Séries policiais não morrem, elas se repetem. E é justamente nesse labirinto de fórmulas recicladas que “Dept. Q” abre caminho não com alarde, mas com um desconforto necessário. A série não se apressa em conquistar: ela inquieta, observa e constrói seus silêncios como quem ergue muros, não para afastar o espectador, mas para selecionar os que têm coragem de escalar. Nada aqui é gratuito. Nem a paleta esverdeada que evoca a decomposição de um sistema corroído por omissões, nem o cenário grotesco de um banheiro desativado onde funcionam as investigações, metáfora pungente para aquilo que o Estado preferiu descartar, mas que ainda pulsa e exige ser reexaminado. É nessa latrina institucional que duas figuras se movem: Carl Morck e Akram Salim, não como heróis relutantes, mas como restos humanos tentando não se perder de vez.

O que diferencia essa dupla não é a eficiência, tampouco o carisma. O que há entre eles é um pacto tácito de sobrevivência emocional. Morck, interpretado por Matthew Goode com uma secura quase insuportável, é um homem que desistiu de fingir funcionalidade. Seu sarcasmo não é charme, é ruína. Já Salim, na pele de Alexej Manvelov, carrega no olhar a gravidade de quem já viu demais para se iludir. Ex-militar, refugiado, minoria silenciosa num sistema que o tolera por conveniência, ele não reage: ele escuta. Ambos se encontram num ponto onde a dor não precisa mais ser verbalizada. Há entre eles uma cumplicidade sem ternura, sem o verniz poético, aqui, o afeto é um recurso escasso, economizado a cada cena como quem conta balas num campo de guerra.

Mas o que torna “Dept. Q” mais do que uma série competente é a recusa em fazer concessões ao vício contemporâneo da hiperestimulação. A trama exige entrega. Os diálogos evitam explicações mastigadas; a narrativa se sustenta não nas reviravoltas, mas na erosão lenta das certezas morais. Aos que esperam ritmo frenético ou resolução imediata, a série oferece apenas um espelho embaçado: é preciso paciência para enxergar. E quando finalmente se enxerga, a recompensa vem em forma de angústia, daquelas que não terminam com os créditos. Como em “Mare of Easttown” ou na primeira temporada de “True Detective”, o impacto aqui não é decorativo: é um acerto de contas entre espectador e personagem, entre aquilo que queremos sentir e o que a série permite que sintamos.
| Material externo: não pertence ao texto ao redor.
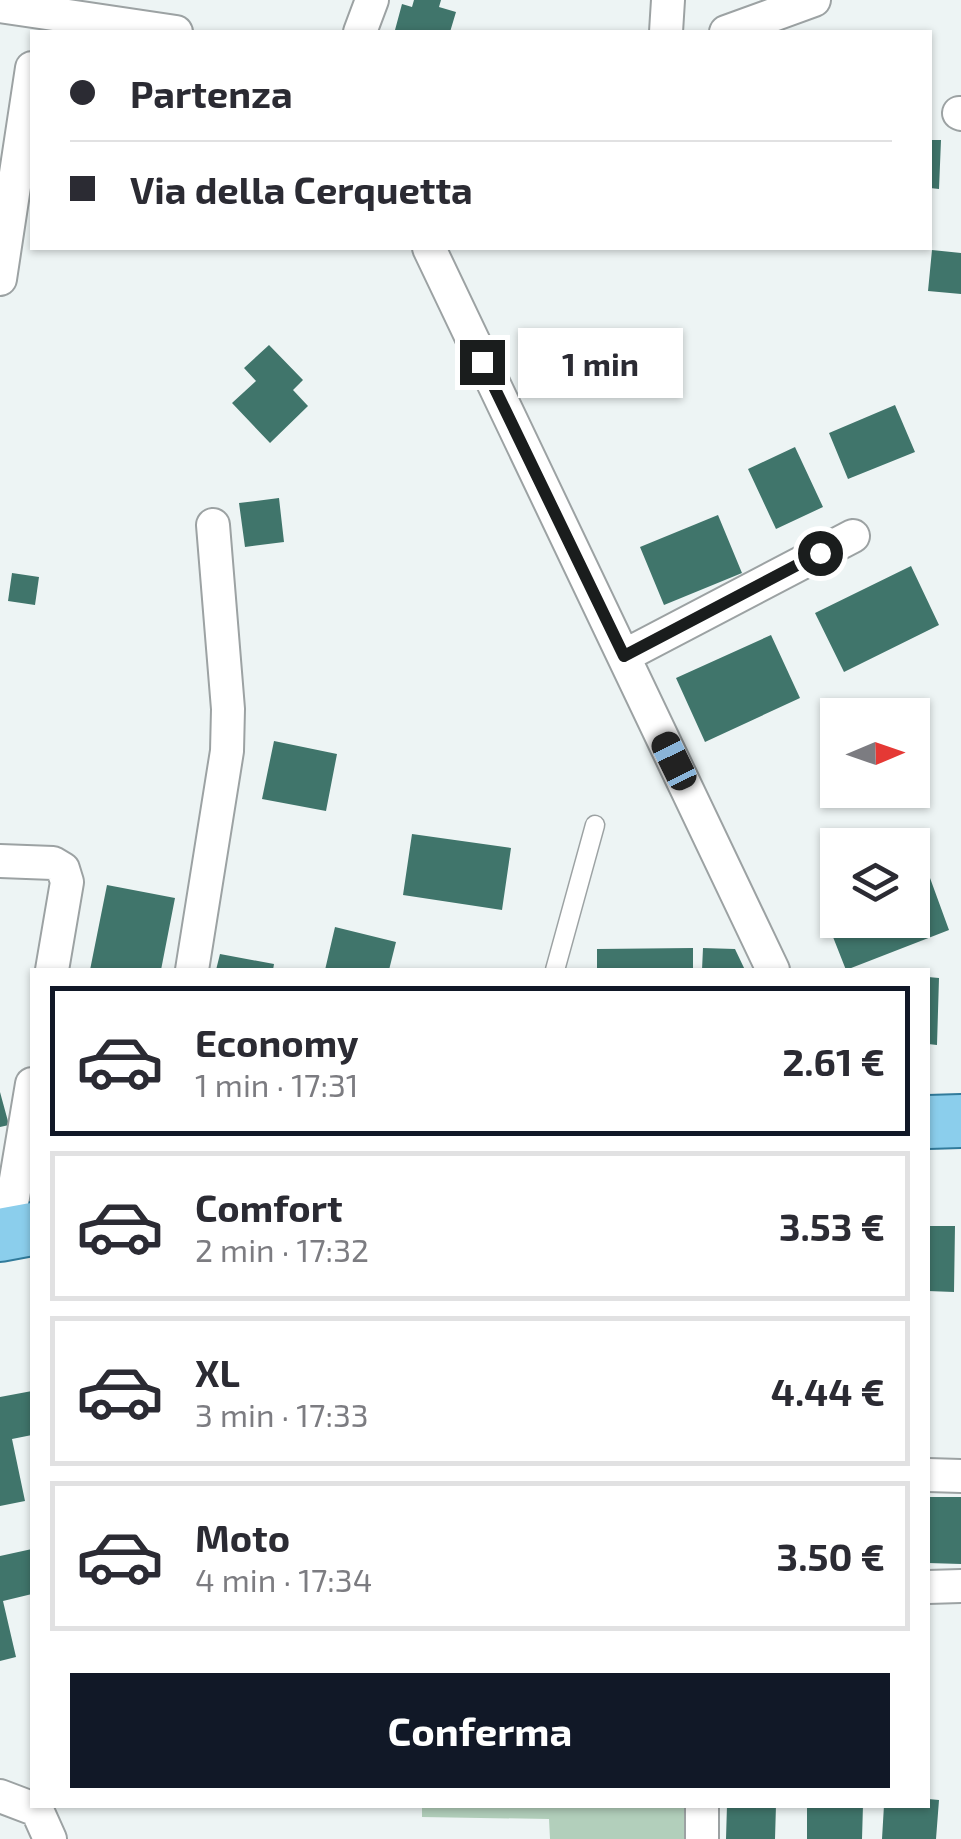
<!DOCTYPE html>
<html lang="it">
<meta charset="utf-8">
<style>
:root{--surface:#fff;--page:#f2f2f3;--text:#2b2b33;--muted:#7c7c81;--line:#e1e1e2;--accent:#111827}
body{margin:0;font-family:"Exo 2",sans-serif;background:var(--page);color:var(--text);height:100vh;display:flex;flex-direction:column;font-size:38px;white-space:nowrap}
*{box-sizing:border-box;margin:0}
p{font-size:32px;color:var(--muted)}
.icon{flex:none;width:55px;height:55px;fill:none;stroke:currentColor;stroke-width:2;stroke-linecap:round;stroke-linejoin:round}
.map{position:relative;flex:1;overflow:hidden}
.details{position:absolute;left:30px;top:968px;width:900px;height:840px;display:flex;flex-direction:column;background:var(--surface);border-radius:0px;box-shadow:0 2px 8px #0004}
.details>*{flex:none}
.banner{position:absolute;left:30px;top:30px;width:902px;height:220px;border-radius:0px;box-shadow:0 2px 8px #0004;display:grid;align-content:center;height:220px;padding:0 40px;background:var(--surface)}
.needle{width:65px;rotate:88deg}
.buttons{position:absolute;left:820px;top:698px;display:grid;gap:20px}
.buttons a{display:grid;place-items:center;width:110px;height:110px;border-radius:0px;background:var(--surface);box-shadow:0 2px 8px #0004;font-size:50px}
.end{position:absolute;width:45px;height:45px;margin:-22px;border:12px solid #1a1d1d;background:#fff;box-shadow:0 0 0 5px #fff}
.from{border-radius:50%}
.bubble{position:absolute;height:70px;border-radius:0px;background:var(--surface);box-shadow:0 2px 8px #0004;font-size:32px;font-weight:700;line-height:70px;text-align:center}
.car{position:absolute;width:30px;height:60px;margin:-30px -15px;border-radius:12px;box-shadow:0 0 8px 2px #0007;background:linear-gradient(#222 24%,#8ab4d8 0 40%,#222 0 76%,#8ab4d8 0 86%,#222 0)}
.banner b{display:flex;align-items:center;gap:35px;height:95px;font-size:38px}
.banner b+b{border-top:2px solid var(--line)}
.banner i{width:25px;height:25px;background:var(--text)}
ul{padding:18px 0 0;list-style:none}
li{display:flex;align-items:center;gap:30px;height:150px;margin:0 20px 15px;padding:0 20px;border:5px solid var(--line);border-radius:0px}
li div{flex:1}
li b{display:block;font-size:38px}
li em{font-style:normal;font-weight:700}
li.current{border-color:var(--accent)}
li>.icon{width:90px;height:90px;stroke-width:1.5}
.action{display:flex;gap:20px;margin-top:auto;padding:20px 40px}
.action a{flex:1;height:115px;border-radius:0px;background:var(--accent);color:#fff;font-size:40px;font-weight:700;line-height:115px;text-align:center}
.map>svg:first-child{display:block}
.green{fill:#b2cfbb}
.building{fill:#40756b}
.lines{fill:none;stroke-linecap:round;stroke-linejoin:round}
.service-casing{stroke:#9ca2a3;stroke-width:21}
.minor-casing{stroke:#9ca2a3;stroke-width:36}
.primary-casing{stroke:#317b9b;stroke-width:56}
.service{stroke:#fff;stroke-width:18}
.minor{stroke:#fff;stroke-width:32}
.primary{stroke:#8bceec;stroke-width:52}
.route{stroke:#1a1d1d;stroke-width:12}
</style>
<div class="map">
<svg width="961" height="1839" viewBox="0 0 961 1839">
<rect width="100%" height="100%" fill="#edf4f4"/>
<path class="green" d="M 422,1805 L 685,1805 L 684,1839 L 550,1839 L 549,1819 L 422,1817 Z"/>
<path class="building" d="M 414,0 L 441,0 L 439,7 L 456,12 L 450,32 L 395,30 L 402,4 L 412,7 Z
M 930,140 L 941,140 L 939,189 L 930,188 Z
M 932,250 L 961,253 L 961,294 L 928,291 Z
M 269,345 L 303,380 L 293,390 L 308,406 L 270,443 L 232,403 L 256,381 L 244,368 Z
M 895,405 L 915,452 L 848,479 L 829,433 Z
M 795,447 L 823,507 L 776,529 L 748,469 Z
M 279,498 L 284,542 L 245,547 L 239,503 Z
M 718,515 L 742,573 L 664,605 L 640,547 Z
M 911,566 L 939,625 L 844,672 L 815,613 Z
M 12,573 L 39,577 L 35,605 L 8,601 Z
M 771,635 L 800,698 L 705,742 L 676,678 Z
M 274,741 L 337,754 L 326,811 L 262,799 Z
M 412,834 L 511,848 L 502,910 L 403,895 Z
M 930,878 L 949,930 L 846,970 L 833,937 L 873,920 L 912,920 L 912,884 Z
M 107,885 L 175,898 L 161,970 L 90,970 Z
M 335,927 L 396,942 L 389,970 L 325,970 Z
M 693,948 L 693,970 L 597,970 L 597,949 Z
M 703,948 L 735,949 L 745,970 L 702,970 Z
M 220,954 L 274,964 L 273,970 L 216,970 Z
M 928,977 L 939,978 L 937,1045 L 928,1044 Z
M 0,1092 L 9,1125 L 0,1127 Z
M 928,1226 L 955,1226 L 954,1292 L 928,1291 Z
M 32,1391 L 32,1435 L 12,1439 L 25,1501 L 0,1506 L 0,1397 Z
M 928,1497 L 961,1497 L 961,1564 L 928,1563 Z
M 32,1549 L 32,1594 L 3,1601 L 16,1657 L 0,1661 L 0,1556 Z
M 928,1799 L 939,1800 L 936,1839 L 882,1839 L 884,1805 L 928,1805 Z
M 727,1805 L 776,1805 L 775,1839 L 726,1839 Z
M 807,1805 L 863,1805 L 862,1839 L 807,1839 Z"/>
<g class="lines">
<defs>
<path id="service" d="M 555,970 L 595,825"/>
<path id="minor" d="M 0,6 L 176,32
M 360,32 L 372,0
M 666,32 L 668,0
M 726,32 L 814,0
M 959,113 L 961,114
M 429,248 L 773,970
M 0,279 L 32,68
M 624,656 L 853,536
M 0,861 L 53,863 L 63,869 L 67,882 L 52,970
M 192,970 L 227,751 L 228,709 L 213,525
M 7,1233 L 32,1084
M 928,1475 L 961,1476
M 928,1587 L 961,1586
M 0,1796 L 37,1810 L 50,1839
M 702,1839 L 702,1805"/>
<path id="primary" d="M 928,1122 L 961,1121
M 0,1235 L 32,1229"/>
</defs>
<use href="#service" class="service-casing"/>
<use href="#minor" class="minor-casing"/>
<use href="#primary" class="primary-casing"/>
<use href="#service" class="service"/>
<use href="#minor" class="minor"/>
<use href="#primary" class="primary"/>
</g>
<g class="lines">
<path class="route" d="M 482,362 L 624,656 L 820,553"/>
</g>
</svg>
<div class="buttons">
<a><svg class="needle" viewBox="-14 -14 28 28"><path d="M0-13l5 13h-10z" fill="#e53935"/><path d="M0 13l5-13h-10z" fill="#7c7c81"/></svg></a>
<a><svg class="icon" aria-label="layers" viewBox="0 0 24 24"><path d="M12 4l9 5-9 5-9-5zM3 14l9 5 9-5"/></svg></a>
</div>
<i class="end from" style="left:820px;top:553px"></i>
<i class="end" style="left:482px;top:362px"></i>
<div class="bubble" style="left:518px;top:328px;width:165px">1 min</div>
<i class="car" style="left:674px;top:761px;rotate:334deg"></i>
<div class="banner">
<b><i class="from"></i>Partenza</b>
<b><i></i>Via della Cerquetta</b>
</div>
<section class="details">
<ul>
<li class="current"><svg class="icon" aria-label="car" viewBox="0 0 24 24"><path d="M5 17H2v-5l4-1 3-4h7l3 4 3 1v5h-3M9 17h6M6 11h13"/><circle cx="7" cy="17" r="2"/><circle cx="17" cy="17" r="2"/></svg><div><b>Economy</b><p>1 min · 17:31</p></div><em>2.61 €</em></li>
<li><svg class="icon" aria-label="car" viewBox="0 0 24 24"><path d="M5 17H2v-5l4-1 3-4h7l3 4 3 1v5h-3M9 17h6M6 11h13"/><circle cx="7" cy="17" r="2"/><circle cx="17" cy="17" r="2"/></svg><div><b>Comfort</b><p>2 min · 17:32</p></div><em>3.53 €</em></li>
<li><svg class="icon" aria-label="car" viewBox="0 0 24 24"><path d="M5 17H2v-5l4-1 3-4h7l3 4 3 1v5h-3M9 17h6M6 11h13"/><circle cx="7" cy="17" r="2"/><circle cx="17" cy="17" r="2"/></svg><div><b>XL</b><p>3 min · 17:33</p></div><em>4.44 €</em></li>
<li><svg class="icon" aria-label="car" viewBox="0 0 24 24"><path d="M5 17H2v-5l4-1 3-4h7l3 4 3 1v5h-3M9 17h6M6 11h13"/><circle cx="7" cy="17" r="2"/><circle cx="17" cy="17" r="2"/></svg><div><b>Moto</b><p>4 min · 17:34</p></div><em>3.50 €</em></li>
</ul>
<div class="action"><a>Conferma</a></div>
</section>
</div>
As críticas sobre sua “lentidão” ou “excesso de estilo” dizem mais sobre a impaciência de um público moldado por algoritmos do que sobre qualquer falha real. “Dept. Q” não implora atenção, impõe presença. A performance de Leah Byrne como Rose é um capítulo à parte: sem alarde, ela sustenta a espinha emocional da narrativa, relembrando que, por trás de cada pista, há sempre uma ferida aberta. A fotografia claustrofóbica, a direção rigorosa, o som abafado de ambientes em decomposição, tudo converge para uma experiência que não quer apenas entreter, mas deixar marcas. E sim, o final talvez caminhe em direção ao previsível, mas o que importa aqui não é o destino, e sim o arrasto. O que vale é a forma como cada escolha reverbera, como cada ausência pesa, como cada silêncio grita depois do último episódio.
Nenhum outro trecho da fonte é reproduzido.